1974 All-Ireland Under-21 Football Championship

Championship details

All-Ireland Champions
- Winning team: Mayo (2nd win)
- Captain: John Culkin

All-Ireland Finalists
- Losing team: Antrim

Provincial Champions
- Munster: Cork
- Leinster: Dublin
- Ulster: Antrim
- Connacht: Mayo

= 1974 All-Ireland Under-21 Football Championship =

Gaelic football competition

The 1974 All-Ireland Under-21 Football Championship was the 11th staging of the All-Ireland Under-21 Football Championship since its establishment by the Gaelic Athletic Association in 1964.

Kerry entered the championship as defending champions, however, they were defeated by Cork in the Munster final.

On 29 September 1974, Mayo won the championship following a 2-10 to 2-8 defeat of Antrim in a replay of the All-Ireland final.
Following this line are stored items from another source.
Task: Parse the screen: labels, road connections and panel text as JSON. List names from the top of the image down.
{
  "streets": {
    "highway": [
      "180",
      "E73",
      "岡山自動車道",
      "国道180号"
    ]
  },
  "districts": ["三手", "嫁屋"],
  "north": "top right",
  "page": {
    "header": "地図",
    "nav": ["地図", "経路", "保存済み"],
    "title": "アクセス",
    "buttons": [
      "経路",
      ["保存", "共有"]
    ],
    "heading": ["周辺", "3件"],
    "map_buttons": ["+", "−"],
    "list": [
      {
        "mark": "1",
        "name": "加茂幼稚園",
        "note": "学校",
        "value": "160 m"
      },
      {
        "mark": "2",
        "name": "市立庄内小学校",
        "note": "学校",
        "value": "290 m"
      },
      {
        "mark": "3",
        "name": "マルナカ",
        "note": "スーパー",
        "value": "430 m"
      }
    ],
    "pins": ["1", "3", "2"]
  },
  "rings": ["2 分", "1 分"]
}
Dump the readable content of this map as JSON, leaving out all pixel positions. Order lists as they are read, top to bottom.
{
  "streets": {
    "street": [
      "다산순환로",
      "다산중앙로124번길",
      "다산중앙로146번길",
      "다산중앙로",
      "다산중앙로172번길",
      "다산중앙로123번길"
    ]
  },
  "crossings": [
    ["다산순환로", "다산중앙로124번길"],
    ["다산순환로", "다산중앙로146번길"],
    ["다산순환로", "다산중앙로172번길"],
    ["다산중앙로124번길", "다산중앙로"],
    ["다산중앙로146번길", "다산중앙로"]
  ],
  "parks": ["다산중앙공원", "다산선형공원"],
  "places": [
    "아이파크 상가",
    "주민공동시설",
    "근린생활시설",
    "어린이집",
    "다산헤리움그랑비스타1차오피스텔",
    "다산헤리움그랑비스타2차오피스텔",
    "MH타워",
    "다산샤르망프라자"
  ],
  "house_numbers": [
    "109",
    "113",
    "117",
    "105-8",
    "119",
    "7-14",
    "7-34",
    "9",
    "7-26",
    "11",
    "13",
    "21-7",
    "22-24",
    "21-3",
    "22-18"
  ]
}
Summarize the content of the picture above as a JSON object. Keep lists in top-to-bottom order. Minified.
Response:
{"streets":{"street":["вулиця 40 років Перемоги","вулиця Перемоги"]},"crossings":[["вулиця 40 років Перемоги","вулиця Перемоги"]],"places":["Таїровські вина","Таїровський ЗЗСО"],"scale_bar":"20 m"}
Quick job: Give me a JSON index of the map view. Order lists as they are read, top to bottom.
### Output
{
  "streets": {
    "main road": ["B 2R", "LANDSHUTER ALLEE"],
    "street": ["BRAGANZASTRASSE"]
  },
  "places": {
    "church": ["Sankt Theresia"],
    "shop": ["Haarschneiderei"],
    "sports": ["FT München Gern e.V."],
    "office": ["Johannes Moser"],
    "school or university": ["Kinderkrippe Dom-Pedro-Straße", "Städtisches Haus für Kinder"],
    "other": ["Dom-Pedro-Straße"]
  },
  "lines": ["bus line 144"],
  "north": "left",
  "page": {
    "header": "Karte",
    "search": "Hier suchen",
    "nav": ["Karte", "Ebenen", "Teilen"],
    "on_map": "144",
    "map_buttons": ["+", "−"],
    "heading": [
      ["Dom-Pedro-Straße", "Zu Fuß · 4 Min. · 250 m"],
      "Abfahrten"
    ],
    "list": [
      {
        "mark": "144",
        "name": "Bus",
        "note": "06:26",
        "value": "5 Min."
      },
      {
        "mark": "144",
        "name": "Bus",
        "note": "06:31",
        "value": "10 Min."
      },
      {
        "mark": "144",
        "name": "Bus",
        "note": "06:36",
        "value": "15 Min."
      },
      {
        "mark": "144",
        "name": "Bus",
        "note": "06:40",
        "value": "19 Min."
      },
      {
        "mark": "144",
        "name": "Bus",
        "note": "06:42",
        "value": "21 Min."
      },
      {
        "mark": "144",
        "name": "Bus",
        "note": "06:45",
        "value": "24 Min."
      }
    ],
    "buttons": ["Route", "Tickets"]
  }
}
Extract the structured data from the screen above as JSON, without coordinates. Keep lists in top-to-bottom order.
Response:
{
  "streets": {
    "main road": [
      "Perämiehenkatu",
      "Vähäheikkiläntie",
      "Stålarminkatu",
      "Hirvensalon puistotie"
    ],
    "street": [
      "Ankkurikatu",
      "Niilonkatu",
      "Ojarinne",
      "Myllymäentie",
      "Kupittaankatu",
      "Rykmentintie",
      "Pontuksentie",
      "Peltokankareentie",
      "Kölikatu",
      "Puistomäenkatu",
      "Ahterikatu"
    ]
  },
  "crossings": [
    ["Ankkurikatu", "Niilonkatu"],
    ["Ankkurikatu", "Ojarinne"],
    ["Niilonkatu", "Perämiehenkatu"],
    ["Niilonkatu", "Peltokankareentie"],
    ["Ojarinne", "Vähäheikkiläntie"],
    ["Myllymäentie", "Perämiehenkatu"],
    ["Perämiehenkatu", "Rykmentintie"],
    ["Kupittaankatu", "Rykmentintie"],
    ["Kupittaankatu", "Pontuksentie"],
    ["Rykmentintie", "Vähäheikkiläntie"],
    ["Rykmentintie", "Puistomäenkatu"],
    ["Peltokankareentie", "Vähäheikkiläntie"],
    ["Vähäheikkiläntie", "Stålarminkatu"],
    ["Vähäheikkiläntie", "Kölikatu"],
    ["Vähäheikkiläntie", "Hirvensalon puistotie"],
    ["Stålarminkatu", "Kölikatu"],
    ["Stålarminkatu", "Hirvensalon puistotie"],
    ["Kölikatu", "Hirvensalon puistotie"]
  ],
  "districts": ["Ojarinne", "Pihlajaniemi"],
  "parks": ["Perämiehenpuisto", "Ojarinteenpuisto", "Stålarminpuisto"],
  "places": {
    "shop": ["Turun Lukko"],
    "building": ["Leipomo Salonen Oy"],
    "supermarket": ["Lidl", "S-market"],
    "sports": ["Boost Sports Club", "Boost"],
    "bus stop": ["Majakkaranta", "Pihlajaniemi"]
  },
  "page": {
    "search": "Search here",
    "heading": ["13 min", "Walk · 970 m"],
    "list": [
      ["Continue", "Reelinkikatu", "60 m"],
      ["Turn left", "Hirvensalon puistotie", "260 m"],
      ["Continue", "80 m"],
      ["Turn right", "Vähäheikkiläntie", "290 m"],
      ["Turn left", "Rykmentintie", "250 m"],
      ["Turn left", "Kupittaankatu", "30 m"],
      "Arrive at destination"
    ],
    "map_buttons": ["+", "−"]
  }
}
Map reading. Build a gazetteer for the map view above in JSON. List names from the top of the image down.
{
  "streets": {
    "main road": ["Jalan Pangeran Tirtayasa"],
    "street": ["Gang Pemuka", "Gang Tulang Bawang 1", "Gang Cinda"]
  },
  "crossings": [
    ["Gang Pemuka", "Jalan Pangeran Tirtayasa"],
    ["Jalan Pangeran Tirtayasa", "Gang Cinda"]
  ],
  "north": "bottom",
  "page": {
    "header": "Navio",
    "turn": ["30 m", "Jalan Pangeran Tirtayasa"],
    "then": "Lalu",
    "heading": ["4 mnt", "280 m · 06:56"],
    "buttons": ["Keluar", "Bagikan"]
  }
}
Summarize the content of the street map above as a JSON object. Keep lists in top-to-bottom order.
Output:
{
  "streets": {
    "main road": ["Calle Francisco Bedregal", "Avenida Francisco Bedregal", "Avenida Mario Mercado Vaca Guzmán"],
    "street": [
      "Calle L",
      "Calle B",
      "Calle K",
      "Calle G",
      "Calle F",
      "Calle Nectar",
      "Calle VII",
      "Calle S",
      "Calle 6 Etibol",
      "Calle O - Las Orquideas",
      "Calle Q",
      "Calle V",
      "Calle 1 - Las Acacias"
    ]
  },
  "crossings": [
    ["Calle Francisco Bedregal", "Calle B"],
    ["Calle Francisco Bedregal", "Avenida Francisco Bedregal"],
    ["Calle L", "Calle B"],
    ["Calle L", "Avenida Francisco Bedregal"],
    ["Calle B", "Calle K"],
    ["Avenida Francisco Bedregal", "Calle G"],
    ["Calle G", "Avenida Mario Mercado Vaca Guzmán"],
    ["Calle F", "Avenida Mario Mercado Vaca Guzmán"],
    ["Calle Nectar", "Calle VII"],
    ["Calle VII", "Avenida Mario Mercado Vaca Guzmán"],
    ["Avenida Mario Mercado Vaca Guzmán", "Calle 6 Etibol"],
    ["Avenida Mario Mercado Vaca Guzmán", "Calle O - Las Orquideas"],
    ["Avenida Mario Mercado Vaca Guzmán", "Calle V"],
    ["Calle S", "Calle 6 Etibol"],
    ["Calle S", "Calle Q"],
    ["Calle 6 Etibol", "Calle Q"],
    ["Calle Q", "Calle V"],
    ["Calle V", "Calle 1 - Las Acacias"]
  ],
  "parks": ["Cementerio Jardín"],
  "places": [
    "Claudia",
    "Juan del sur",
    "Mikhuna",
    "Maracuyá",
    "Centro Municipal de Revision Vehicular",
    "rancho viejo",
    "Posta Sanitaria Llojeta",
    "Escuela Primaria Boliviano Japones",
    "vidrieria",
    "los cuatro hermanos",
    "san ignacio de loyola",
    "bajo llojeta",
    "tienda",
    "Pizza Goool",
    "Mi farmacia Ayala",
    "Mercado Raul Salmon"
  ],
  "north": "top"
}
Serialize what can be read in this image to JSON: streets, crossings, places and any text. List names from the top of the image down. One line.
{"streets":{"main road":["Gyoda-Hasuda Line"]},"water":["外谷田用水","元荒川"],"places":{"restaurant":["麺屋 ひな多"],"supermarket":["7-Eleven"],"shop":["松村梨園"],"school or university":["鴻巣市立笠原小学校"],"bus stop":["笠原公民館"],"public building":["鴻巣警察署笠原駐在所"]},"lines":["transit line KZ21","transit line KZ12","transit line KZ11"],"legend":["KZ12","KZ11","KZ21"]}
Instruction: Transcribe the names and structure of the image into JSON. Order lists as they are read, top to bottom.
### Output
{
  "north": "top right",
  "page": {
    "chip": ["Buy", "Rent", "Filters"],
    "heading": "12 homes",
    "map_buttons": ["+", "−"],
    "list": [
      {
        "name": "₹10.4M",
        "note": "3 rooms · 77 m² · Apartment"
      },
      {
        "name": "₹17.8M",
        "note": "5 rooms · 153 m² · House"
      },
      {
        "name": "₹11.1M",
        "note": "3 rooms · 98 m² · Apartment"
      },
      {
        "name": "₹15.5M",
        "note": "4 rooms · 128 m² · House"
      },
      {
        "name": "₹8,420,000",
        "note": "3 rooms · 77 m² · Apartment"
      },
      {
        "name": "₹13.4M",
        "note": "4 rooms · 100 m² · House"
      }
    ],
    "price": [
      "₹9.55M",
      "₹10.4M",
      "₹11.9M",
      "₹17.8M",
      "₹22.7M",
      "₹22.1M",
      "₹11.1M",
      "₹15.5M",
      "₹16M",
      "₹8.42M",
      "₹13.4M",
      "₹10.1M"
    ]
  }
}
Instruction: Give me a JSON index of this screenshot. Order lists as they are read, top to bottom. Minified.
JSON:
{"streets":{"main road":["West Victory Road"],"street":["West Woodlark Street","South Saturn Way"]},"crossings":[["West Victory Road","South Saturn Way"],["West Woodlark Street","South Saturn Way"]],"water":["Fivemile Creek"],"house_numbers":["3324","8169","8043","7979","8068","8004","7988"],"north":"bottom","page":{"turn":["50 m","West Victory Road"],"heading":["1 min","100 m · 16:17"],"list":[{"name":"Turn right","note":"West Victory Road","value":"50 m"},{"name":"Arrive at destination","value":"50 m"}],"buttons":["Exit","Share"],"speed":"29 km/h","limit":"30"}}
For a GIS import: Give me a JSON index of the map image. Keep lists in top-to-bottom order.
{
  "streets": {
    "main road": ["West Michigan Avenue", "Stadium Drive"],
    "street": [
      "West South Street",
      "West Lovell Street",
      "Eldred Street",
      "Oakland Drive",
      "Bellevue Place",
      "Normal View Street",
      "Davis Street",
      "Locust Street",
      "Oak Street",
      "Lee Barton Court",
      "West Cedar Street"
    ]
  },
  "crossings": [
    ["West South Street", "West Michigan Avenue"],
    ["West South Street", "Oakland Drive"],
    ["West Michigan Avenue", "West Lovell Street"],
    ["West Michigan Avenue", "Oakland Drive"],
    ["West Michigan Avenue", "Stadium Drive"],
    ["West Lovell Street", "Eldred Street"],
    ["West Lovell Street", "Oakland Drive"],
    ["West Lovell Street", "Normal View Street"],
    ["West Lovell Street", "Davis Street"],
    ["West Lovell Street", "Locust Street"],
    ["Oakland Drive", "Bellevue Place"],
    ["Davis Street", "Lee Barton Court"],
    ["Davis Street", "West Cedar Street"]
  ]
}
This was their second All-Ireland title overall and their first in seven championship seasons.

==Results==
===All-Ireland Under-21 Football Championship===

Semi-finals

25 August 1974
Dublin 2-07 - 1-11 Mayo
25 August 1974
Antrim 3-11 - 3-06 Cork

Finals

8 September 1974
Mayo 0-09 - 0-09 Antrim
29 September 1974
Mayo 2-10 - 2-08 Antrim

==Statistics==
===Miscellaneous===

- Dublin win the Leinster title for the first time in their history.
- The All-Ireland final ends in a draw and goes to a replay for the first time.